_WORK TASK_
The records that follow are to be repeated exactly, without any pictures.

_INFORMATION_
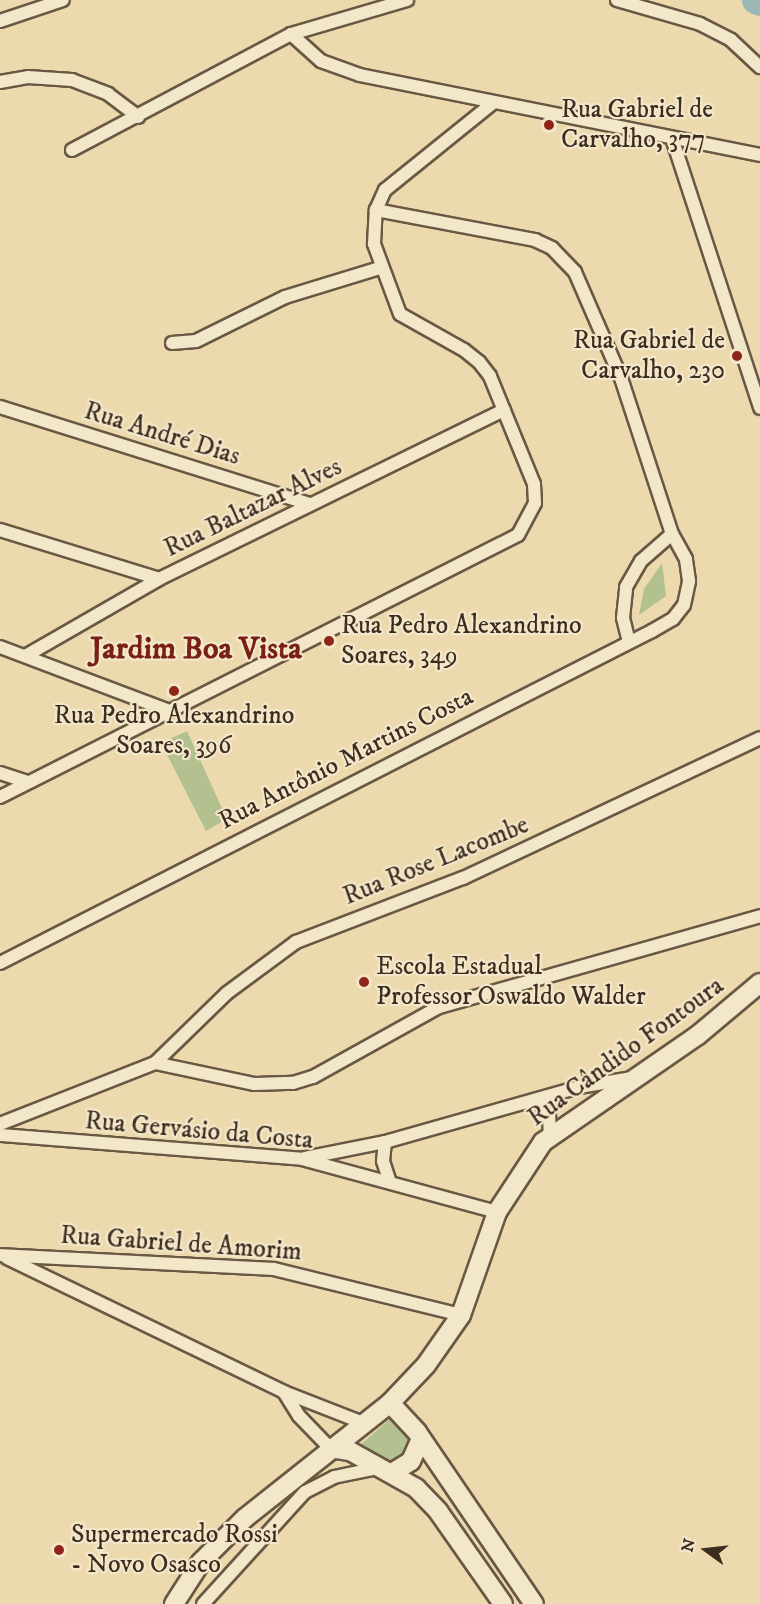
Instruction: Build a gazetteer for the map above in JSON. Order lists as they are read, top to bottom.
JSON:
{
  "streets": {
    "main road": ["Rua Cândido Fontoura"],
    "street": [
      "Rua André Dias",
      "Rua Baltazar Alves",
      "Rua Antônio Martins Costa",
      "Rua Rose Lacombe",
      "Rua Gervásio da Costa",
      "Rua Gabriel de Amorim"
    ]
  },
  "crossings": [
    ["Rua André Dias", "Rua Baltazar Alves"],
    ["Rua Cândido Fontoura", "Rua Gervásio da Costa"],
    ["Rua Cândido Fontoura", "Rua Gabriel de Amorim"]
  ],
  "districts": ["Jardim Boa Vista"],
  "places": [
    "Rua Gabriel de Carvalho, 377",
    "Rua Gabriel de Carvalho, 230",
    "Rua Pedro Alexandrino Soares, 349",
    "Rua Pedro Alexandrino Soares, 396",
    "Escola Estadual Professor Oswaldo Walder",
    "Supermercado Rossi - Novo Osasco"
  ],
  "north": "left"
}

_SOLVED EXERCISE_
Instruction: Build a gazetteer for the map above in JSON. Order lists as they are read, top to bottom.
JSON:
{
  "streets": {
    "main road": ["Rua Cândido Fontoura"],
    "street": [
      "Rua André Dias",
      "Rua Baltazar Alves",
      "Rua Antônio Martins Costa",
      "Rua Rose Lacombe",
      "Rua Gervásio da Costa",
      "Rua Gabriel de Amorim"
    ]
  },
  "crossings": [
    ["Rua André Dias", "Rua Baltazar Alves"],
    ["Rua Cândido Fontoura", "Rua Gervásio da Costa"],
    ["Rua Cândido Fontoura", "Rua Gabriel de Amorim"]
  ],
  "districts": ["Jardim Boa Vista"],
  "places": [
    "Rua Gabriel de Carvalho, 377",
    "Rua Gabriel de Carvalho, 230",
    "Rua Pedro Alexandrino Soares, 349",
    "Rua Pedro Alexandrino Soares, 396",
    "Escola Estadual Professor Oswaldo Walder",
    "Supermercado Rossi - Novo Osasco"
  ],
  "north": "left"
}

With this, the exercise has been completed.